V
V
В общем, однако, настроение Лермонтова было мрачно, и, что всего хуже, душевные сумерки настраивали его апатично. Боевое отношение к людям заменялось индифферентным и усталым: работа мысли на время затихала.
Отголосок этого настроения сохранился в двух драмах, написанных Лермонтовым в эти годы.

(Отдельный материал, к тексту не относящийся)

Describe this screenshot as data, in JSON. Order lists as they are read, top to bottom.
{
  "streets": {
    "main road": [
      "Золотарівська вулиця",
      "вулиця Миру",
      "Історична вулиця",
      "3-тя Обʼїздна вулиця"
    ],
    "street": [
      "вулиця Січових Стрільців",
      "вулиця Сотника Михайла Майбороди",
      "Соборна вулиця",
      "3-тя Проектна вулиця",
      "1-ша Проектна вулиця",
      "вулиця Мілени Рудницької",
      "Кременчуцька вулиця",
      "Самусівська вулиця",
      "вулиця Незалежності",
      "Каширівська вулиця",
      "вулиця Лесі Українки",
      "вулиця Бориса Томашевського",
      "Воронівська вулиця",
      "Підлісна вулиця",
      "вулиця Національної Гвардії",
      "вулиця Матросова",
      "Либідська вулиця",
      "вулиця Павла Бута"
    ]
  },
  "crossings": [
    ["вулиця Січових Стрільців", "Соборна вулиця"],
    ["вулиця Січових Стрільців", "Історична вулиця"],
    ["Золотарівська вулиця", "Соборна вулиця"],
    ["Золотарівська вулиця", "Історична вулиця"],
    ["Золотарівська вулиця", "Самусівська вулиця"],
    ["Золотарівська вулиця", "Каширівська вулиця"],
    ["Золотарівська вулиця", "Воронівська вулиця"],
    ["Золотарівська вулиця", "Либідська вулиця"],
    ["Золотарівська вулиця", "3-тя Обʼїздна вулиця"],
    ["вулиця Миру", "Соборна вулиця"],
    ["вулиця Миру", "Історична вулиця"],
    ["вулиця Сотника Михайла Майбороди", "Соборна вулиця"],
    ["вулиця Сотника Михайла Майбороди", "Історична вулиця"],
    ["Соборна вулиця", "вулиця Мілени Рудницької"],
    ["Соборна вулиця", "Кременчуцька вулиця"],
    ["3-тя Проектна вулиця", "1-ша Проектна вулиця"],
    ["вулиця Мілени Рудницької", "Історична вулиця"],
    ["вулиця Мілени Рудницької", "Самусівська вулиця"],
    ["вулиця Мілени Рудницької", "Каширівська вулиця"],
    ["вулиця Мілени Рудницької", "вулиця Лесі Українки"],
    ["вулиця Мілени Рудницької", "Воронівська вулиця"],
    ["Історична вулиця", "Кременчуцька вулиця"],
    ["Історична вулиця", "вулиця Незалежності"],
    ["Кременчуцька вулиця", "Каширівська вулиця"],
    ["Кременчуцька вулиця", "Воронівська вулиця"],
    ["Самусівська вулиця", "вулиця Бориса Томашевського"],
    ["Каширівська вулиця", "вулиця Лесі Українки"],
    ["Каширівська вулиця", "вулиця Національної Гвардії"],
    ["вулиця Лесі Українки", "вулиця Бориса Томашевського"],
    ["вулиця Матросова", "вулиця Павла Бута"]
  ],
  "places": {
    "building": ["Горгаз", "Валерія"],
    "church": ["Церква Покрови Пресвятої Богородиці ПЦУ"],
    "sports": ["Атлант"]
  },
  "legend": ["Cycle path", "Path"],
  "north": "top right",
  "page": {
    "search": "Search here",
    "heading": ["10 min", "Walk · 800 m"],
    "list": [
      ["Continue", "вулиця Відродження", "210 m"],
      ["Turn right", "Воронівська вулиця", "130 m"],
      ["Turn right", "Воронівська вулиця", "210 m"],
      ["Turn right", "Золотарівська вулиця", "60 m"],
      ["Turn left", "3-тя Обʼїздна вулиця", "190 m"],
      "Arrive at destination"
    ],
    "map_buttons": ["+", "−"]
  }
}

Одна драма «Два брата» (1836) возникла на почве чисто личных сердечных волнений и в общем своем развитии – мелодраматическая любовная интрига. Психический мир центральной фигуры – некоего Александра Радина – придает, однако, этой мелодраме большое автобиографическое значение. В Радине не осталось и тени мечтательности и мягкосердечия его двух старших братьев – Волина и Арбенина. Сердечное отношение к миру заменено в нем отношением рассудочным. Радин старался подавить в своей душе всякую мечтательность и восприимчивость, выработать возможное самообладание и силу сопротивления всем житейским невзгодам, но, не переставая любить жизнь и ее волнения, не мог сделать ей необходимой уступки и предпочел отойти и стать в стороне от нее. Он, закаленный и готовый к борьбе, в самую борьбу не вмешался. Он вытравил в себе и семейные чувства, и чувство дружбы, чтобы жить одиноко, страдая от своей сердечной раны и мстя за нее людям. Он – холодный человек, безучастный ко всему, кроме своего эгоизма… – Не таким он родился, но таким сделали его люди:
«Все читали на моем лице, – говорит он, – какие-то признаки дурных свойств, которых не было… но их предполагали – и они родились. Я был скромен, меня бранили за лукавство – я стал скрытен. Я глубоко чувствовал добро и зло – никто меня не ласкал – все оскорбляли – я стал злопамятен. Я был угрюм – брат весел и открытен… я чувствовал себя выше его – меня ставили ниже – я сделался завистлив. Я был готов любить весь мир – меня никто не любил – и я выучился ненавидеть… Моя бесцветная молодость протекла в борьбе с судьбой и светом. Лучшие мои чувства, боясь насмешки, я хоронил в глубину сердца… они там и умерли; я стал честолюбив, служил долго… меня обходили; я пустился в большой свет, сделался искусен в науке жизни – а видел, как другие без искусства счастливы; в груди моей возникло отчаянье, не то, которое лечат дулом пистолета, но то отчаянье, которому нет лекарства ни в здешней, ни в будущей жизни; наконец я сделал последнее усилие – я решился узнать хоть раз, что значит быть любимым…»
Но в любви Радин был несчастлив, и эта неудача окончательно его озлобила против всех.
Мотив озлобления, положим, недостаточно глубокий, но он лишь предлог; им только прикрыта настоящая трагедия сердца Радина – то раздражение и вместе с тем та апатия, которую минутами разделял с ним и сам автор.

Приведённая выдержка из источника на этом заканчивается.